Let $D=\{(x_0,x_1,x_2)\in\mathbb{R}^3|\ 1+x_0+x_1+x_2 =0\}$ the plane in $\mathbb{R}^3$ passing for the points $(-1,0,0)$, $(0,-1,0)$, $(0,0,-1)$ and let $E=\mathbb{R}^3-D$ its complement. Note that $E$ is a open set and is the union of two semispaces (separated for the plane $D$).

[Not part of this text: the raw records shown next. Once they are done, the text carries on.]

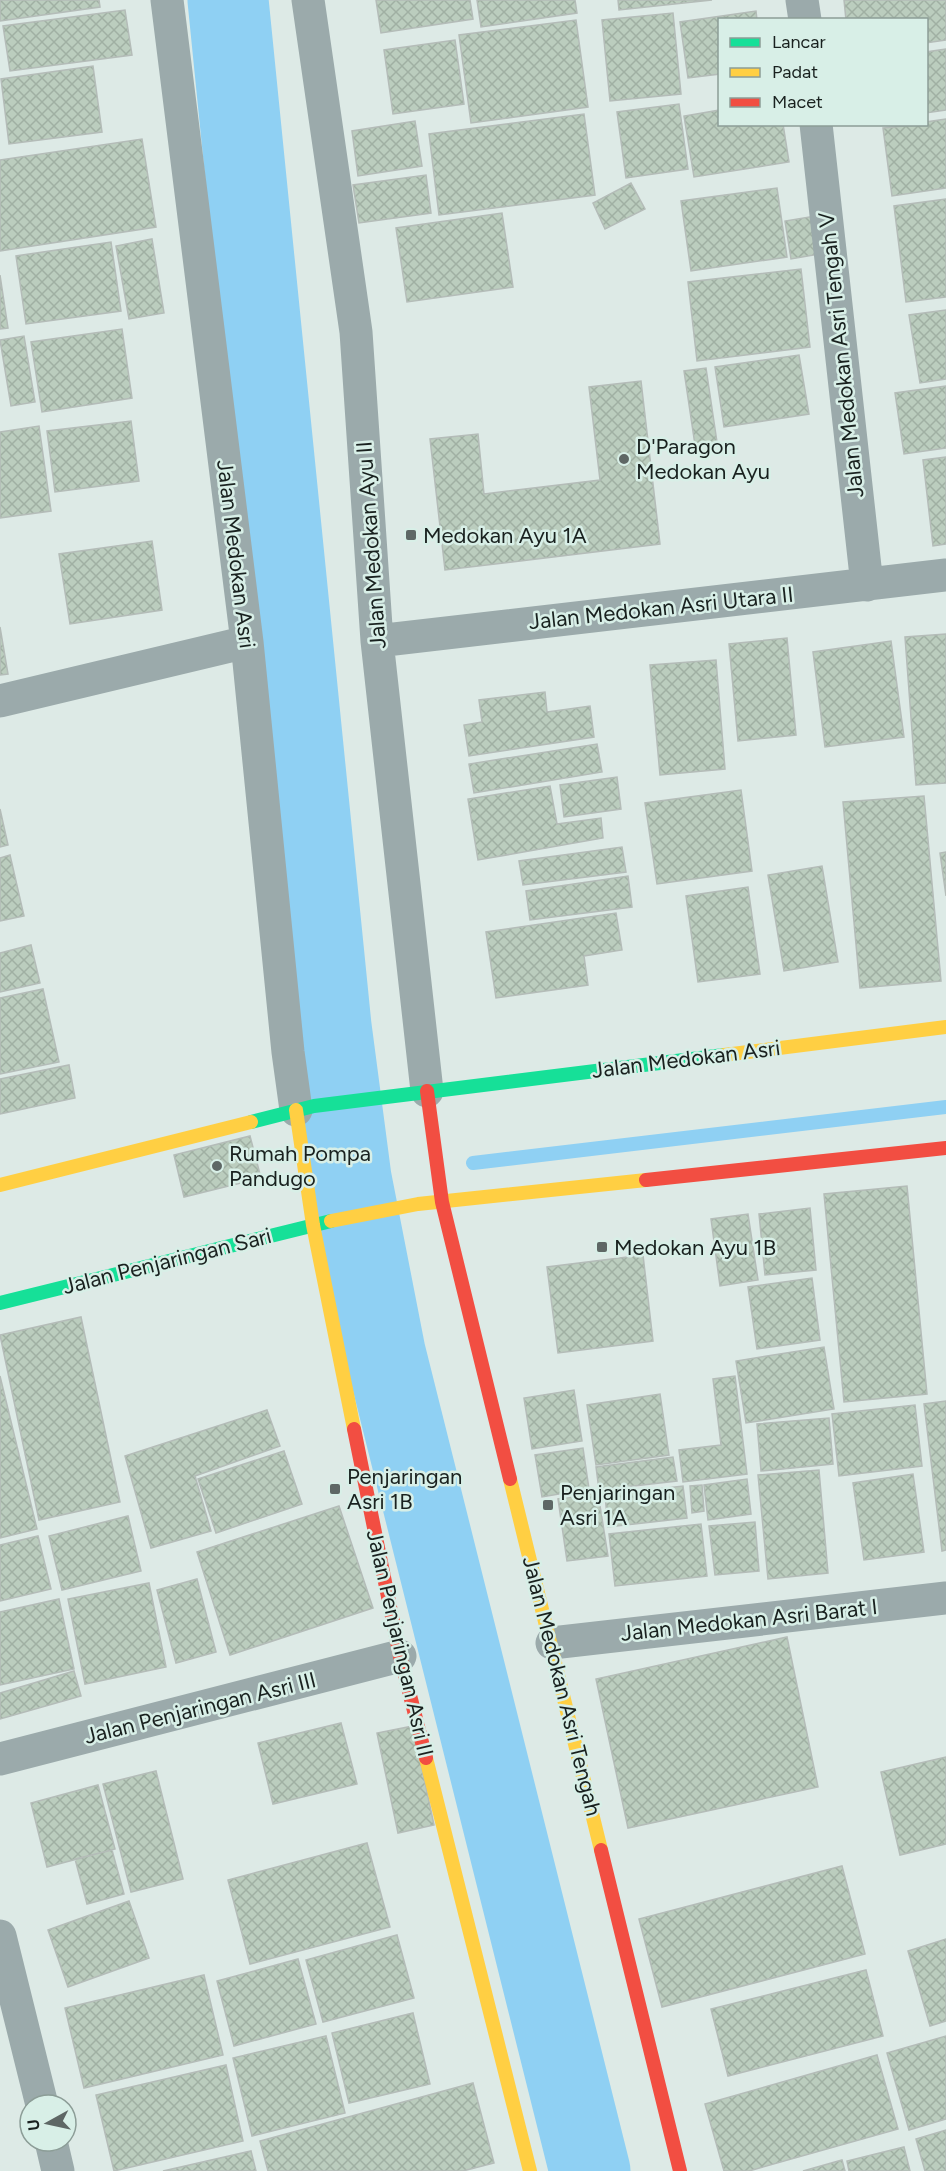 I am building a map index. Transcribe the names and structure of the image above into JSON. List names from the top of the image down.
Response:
{
  "streets": {
    "street": [
      "Jalan Medokan Asri Tengah V",
      "Jalan Medokan Ayu II",
      "Jalan Medokan Asri",
      "Jalan Medokan Asri Utara II",
      "Jalan Penjaringan Sari",
      "Jalan Medokan Asri Barat I",
      "Jalan Penjaringan Asri II",
      "Jalan Medokan Asri Tengah",
      "Jalan Penjaringan Asri III"
    ]
  },
  "crossings": [
    ["Jalan Medokan Asri Tengah V", "Jalan Medokan Asri Utara II"],
    ["Jalan Medokan Ayu II", "Jalan Medokan Asri"],
    ["Jalan Medokan Ayu II", "Jalan Medokan Asri Utara II"],
    ["Jalan Medokan Asri", "Jalan Penjaringan Asri II"],
    ["Jalan Penjaringan Sari", "Jalan Penjaringan Asri II"],
    ["Jalan Penjaringan Sari", "Jalan Medokan Asri Tengah"],
    ["Jalan Medokan Asri Barat I", "Jalan Medokan Asri Tengah"],
    ["Jalan Penjaringan Asri II", "Jalan Penjaringan Asri III"]
  ],
  "places": {
    "other": ["D'Paragon Medokan Ayu", "Rumah Pompa Pandugo"],
    "transit": [
      "Medokan Ayu 1A",
      "Medokan Ayu 1B",
      "Penjaringan Asri 1B",
      "Penjaringan Asri 1A"
    ]
  },
  "legend": ["Lancar", "Padat", "Macet"],
  "north": "left"
}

Let $$f:E\to\mathbb{R}^3\ ,\ (x_0,x_1,x_2)\mapsto f(x_0,x_1,x_2)=\frac{1}{1+x_0+x_1+x_2}(x_0+x_1,x_1+x_2,x_2+x_0).$$
Show that for all $\vec{x}\in E$, $Df(\vec{x})$ is of maximal rank. (i.e no have critic points).
Show that $f$ is injective.
Characterized the images $f(E)$ how union of two semispaces separated for some plane.
Thanks for your help.
Next my advances:
For $(x_0,x_1,x_2)\in E$, I have that $$Df(x_0,x_1,x_2)=\frac{1}{(1+x_0+x_1+x_2)^2}\left( \begin{array}{ccc} 1+x_2& 1+x_2 &-x_0-x_1 \\ -x_1-x_2 &1+x_0 &1+x_0 \\ 1+x_1& -x_0-x_2& 1+x_1 \\ \end{array} \right)$$ but how show that $Df(x_0,x_1,x_2)\neq 0$?
For show that $f$ is injective it suffices to show that the determinant of $Df(x_0,x_1,x_2)$ is distinct of zero?
I not have idea how to perform this characterization.